1. It can be seen that a single component can represent the magnitude spectrum of a piano note quite accurately, but fails in representing the different time envelopes observed for different notes. For accurate reconstruction of notes it seems necessary to model a note with at least 2 features to cater for the different time envelopes. It can, however, be assumed that a single feature can capture much of the information and that two features can represent a piano note quite accurately. The question of whether features learned from different sources are significantly different in order to separate two sources was not investigated here, but experimental results are presented in chapter 10. These results show that at least for certain mixtures this assumption can be made.
2. In the piano example reported above it is evident that the pitch of a piano note can be described by a single feature. Whether this is still true for notes played on different pianos or for notes recorded in different acoustical environments is questionable. However, for the task of identifying individual notes played by a single piano, a set of features each describing an individual piano note might be sufficient. For blind source separation, features have to be found and grouped that relate to single sources and that offer good reconstruction of those sources. For piano signals, it was shown that at least 2 features are required for good reconstruction of individual notes. For high quality signal compression a single feature is therefore not enough.

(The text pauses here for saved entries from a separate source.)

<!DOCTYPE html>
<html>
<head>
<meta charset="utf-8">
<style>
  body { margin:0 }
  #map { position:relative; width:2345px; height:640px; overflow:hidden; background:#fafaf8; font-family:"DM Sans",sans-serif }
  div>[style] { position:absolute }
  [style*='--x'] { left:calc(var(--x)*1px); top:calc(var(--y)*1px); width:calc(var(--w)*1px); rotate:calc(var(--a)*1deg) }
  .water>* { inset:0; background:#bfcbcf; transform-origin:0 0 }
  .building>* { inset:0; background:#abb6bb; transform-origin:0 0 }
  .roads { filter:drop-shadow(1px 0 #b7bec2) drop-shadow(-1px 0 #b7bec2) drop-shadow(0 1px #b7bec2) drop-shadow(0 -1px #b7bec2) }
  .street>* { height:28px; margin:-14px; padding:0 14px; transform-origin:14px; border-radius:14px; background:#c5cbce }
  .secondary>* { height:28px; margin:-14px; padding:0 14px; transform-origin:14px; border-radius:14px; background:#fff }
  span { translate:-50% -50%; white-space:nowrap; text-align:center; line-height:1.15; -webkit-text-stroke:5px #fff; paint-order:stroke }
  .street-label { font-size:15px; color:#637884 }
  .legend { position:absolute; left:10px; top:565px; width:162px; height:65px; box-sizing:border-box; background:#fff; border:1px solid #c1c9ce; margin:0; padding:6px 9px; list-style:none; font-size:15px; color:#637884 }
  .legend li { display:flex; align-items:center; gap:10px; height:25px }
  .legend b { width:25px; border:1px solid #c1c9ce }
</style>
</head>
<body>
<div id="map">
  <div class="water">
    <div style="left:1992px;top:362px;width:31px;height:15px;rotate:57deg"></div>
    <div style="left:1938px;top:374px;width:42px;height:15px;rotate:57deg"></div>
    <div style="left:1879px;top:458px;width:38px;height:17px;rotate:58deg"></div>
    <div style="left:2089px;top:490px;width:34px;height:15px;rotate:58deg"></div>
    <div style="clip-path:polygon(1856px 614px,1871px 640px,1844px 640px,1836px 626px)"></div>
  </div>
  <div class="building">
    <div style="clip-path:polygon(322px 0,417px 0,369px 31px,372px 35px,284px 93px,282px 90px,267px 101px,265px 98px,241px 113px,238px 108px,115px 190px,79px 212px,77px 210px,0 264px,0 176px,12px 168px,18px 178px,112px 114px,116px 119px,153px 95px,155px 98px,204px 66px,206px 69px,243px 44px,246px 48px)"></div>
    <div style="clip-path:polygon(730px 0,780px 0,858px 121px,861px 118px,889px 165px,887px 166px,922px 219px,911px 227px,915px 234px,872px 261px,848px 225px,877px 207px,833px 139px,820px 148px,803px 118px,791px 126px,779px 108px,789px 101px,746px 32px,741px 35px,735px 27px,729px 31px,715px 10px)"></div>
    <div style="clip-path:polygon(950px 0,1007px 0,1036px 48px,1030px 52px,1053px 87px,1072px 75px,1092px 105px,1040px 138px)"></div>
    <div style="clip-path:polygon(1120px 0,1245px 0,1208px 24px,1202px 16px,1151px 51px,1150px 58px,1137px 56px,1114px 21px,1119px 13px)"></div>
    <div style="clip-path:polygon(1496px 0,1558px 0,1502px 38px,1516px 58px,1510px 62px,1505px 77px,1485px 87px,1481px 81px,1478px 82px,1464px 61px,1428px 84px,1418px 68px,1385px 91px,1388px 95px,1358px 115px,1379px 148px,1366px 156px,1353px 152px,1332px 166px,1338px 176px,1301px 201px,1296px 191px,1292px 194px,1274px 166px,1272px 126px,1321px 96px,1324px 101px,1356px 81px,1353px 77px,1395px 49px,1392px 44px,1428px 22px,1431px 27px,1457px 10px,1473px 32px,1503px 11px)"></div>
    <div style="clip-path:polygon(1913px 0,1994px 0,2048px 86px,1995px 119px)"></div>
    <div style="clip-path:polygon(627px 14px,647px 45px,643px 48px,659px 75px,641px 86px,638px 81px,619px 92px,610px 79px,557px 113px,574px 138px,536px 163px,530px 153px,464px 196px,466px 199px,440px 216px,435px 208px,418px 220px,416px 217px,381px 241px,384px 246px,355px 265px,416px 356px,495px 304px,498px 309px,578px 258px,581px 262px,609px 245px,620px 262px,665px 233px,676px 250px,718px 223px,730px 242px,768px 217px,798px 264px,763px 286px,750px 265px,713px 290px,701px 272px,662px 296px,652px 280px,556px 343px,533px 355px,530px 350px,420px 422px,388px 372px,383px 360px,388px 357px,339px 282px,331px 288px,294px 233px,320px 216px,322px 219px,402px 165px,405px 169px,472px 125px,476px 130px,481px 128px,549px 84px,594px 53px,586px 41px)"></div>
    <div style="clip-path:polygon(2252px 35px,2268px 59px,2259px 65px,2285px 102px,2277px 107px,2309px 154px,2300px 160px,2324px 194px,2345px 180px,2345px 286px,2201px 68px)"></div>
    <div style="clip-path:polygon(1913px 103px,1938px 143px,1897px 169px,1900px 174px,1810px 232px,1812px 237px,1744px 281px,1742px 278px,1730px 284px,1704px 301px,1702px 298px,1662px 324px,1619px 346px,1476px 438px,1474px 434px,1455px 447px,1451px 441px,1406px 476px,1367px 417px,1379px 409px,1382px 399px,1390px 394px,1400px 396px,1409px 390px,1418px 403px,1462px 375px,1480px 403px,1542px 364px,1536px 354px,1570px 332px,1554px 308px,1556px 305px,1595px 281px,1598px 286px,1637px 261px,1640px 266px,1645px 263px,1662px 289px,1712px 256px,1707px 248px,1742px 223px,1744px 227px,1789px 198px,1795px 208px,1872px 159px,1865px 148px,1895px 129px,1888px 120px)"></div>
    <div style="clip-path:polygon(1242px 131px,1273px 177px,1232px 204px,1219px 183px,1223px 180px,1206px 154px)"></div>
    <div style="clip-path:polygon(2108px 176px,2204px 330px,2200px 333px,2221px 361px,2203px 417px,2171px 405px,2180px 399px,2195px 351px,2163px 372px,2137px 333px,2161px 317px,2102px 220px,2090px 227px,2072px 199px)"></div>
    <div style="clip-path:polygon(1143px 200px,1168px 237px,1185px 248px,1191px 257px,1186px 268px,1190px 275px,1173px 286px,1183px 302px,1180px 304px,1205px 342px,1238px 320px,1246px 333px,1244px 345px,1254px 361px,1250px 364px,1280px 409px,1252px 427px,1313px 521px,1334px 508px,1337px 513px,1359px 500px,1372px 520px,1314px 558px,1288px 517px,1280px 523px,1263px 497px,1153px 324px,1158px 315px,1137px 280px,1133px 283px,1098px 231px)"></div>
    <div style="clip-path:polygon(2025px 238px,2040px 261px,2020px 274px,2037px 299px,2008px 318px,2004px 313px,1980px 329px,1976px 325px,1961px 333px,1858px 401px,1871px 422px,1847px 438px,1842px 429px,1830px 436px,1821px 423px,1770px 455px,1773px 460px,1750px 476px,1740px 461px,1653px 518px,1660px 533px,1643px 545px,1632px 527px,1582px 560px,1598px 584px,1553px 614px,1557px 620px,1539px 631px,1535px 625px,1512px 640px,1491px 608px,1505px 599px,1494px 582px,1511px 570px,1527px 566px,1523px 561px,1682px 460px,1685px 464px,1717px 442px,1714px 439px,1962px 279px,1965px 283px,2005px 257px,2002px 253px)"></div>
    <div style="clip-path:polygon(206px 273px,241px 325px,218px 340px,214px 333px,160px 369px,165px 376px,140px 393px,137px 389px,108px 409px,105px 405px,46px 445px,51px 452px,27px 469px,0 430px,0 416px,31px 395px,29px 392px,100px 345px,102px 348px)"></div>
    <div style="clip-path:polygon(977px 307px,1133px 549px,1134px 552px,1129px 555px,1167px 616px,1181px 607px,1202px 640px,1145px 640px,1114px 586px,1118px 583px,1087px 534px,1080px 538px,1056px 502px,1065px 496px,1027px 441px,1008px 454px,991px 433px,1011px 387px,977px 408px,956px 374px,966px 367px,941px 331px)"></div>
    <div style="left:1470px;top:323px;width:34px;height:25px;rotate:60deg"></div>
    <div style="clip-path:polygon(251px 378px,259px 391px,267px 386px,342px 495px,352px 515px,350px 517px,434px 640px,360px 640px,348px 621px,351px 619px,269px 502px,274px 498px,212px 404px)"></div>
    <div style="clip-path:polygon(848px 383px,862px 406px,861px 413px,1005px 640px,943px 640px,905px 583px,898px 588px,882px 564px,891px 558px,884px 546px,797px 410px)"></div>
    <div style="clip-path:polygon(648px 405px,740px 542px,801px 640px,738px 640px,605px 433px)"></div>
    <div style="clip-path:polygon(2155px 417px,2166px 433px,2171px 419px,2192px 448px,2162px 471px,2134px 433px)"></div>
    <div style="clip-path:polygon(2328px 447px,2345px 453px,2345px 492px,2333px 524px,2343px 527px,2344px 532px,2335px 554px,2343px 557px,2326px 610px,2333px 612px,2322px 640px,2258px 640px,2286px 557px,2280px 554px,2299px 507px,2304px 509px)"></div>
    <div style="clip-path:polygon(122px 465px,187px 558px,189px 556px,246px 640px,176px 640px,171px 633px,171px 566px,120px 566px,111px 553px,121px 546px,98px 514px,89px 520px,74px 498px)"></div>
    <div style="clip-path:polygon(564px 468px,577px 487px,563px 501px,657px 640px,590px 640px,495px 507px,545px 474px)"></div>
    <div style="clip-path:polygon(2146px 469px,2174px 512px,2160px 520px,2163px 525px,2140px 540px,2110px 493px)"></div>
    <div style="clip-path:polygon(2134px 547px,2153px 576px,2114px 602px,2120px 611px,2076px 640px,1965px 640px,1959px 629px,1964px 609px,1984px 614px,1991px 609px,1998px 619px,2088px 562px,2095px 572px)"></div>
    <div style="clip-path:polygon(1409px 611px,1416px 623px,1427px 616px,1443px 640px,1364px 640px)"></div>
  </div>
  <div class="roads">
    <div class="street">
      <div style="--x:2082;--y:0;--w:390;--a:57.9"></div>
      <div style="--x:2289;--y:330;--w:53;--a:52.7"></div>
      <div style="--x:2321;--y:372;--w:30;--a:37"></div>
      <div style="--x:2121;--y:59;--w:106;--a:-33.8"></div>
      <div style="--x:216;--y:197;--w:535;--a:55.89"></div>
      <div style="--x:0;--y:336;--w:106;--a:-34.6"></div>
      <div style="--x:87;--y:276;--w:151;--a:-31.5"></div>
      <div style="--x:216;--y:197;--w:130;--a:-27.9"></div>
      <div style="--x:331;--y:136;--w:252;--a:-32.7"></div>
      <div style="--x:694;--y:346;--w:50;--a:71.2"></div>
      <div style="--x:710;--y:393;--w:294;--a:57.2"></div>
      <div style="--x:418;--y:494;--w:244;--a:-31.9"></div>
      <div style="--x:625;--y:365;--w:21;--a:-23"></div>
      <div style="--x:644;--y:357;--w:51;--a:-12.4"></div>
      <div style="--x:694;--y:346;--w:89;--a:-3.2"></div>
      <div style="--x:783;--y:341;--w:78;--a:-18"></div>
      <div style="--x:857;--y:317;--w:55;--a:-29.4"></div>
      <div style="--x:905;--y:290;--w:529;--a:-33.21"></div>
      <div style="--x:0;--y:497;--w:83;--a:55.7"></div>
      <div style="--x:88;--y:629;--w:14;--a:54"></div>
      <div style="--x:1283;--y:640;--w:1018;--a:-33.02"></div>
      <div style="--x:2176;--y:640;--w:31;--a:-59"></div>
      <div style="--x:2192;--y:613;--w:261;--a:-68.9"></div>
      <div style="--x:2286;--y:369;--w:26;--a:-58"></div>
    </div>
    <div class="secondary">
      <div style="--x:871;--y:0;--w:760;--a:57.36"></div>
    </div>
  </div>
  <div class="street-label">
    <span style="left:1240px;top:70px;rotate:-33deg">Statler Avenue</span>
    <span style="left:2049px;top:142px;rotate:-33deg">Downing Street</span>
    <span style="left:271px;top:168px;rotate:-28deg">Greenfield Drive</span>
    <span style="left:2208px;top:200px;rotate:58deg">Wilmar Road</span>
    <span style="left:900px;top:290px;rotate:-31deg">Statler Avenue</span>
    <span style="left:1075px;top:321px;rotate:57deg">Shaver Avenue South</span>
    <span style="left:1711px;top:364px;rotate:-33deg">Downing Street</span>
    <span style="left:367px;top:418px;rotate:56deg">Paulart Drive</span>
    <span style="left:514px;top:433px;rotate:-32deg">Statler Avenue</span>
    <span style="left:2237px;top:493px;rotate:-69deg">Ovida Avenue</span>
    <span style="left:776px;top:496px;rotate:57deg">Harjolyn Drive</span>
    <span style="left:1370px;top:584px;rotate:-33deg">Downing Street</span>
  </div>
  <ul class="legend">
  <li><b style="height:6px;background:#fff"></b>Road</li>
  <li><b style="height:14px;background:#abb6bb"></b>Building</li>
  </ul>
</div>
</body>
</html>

CHAPTER 8. EMERGENCE OF MUSICAL STRUCTURES 137
However, if a MIDI representation of a musical signal is seen as a low quality compression of the original audio file, then such a compression can be achieved from transcription, which seems feasible with only a single feature.
3. It can be seen that the single time domain feature that represents the above piano notes relatively well, has a similar spectrum to the original piano note. It also has an envelope that is similar to the original time envelope of the notes in the sample space. It must again be mentioned that the above sample set was quite restricted in that it not only contained notes at the same velocity, but also notes of a similar length with only slight envelope deviations. It is therefore not surprising that a single time domain representation can be found with a similar time envelope. Such a simple representation is not possible for sounds of varying length or for sounds with different time envelopes.
4. It has been shown that for the example studied here, most of the variance of the notes is concentrated in a two dimensional subspace. However, the dimension of this subspace is likely to increase for more complex signals.